> **Work order**:
Determine how many lines below contain the string "Alley" and give that number without anything else.

Collected data entries
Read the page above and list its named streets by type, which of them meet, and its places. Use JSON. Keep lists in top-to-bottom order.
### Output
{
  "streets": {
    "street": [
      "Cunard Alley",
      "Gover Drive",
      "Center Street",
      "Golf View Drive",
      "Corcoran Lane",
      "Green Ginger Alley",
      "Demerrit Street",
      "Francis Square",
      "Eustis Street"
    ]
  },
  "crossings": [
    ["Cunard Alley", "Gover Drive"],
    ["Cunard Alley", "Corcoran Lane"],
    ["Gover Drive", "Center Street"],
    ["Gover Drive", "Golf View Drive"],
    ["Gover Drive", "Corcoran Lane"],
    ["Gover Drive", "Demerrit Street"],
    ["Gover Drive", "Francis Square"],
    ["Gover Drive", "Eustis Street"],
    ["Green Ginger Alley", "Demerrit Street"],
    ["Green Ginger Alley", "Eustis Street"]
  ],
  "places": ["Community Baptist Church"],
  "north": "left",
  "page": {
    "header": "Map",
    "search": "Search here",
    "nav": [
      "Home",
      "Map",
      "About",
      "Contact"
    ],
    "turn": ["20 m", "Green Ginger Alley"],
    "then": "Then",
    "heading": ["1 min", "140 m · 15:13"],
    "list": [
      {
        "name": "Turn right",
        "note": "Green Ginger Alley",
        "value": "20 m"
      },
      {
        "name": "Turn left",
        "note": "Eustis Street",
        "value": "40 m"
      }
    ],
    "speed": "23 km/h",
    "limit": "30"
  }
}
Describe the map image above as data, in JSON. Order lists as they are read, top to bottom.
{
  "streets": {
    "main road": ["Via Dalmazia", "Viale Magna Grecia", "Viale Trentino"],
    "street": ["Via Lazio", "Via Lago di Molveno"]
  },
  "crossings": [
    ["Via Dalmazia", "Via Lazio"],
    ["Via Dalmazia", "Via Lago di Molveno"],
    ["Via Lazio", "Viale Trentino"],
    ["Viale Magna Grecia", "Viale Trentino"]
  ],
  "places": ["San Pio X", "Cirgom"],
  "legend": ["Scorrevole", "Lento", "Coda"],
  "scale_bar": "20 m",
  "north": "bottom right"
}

> **Answer box**:
8